In high-dimensional spaces, the volume of the space increases exponentially with the number of dimensions, making it difficult to identify meaningful patterns or clusters. This means that the clustering algorithm may not be able to accurately identify clusters, or it may identify spurious clusters due to the noise or random fluctuations in the data.
In addition, high-dimensional data often suffer from the problem of feature redundancy, where some of the features may be highly correlated or redundant, and provide little or no additional information. This can lead to bias in the clustering results and a loss of interpretability.

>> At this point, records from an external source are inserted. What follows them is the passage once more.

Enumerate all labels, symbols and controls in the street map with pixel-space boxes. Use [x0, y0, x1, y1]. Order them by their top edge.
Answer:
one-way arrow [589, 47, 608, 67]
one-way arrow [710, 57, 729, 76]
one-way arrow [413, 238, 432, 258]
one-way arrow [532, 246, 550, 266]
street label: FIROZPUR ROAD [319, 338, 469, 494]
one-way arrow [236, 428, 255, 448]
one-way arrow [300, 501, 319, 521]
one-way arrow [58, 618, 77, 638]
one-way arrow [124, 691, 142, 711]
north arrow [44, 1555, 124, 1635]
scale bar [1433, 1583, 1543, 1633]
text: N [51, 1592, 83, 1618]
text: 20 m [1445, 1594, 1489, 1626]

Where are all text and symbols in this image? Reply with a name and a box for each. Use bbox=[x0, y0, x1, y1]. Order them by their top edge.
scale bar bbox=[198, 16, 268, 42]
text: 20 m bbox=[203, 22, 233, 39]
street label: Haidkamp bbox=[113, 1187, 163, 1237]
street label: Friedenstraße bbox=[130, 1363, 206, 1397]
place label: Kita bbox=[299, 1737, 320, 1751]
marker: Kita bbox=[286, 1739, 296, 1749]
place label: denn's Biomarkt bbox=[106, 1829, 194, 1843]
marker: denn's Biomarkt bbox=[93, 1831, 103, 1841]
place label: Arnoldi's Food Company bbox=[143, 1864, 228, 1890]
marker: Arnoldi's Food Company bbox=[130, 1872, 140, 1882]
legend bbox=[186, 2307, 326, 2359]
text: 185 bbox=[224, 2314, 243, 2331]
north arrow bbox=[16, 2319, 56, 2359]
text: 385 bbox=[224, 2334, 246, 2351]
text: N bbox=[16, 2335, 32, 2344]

To overcome these challenges, various techniques have been developed, including feature selection and dimensionality reduction techniques like principal component analysis (PCA), t-SNE, or autoencoders. These techniques can help to reduce the dimensionality of the data and remove irrelevant or redundant features, thereby improving the accuracy and interpretability of clustering algorithms
Clustering algorithms may face challenges in high-dimensional data sets because of noise, distance metrics, and visualizing and interpreting the results. To overcome this problem, dimensionality reduction techniques, such as feature selection or feature extraction, can be applied to reduce the number of features and improve the performance of clustering algorithms. Additionally, you tried to carefully select the appropriate clustering algorithms that are robust to high-dimensional datasets to mitigate the struggles associated with clustering high-dimensional datasets.
Dear Fatemeh, Thanks. Big question is how clustering struggles and yes PCA can reduce those problems. Why clustering struggles???? I think redundancy and random fluctuations is major cause to struggle clustering. PCA overcome to those dimensionality sparse.
Often clustering struggles with many possible factors and what science can deal how it rise that is investigation part. More than remedy or overcome to the struggle , it would have been better if we raise on how struggle starts moment we start clustering???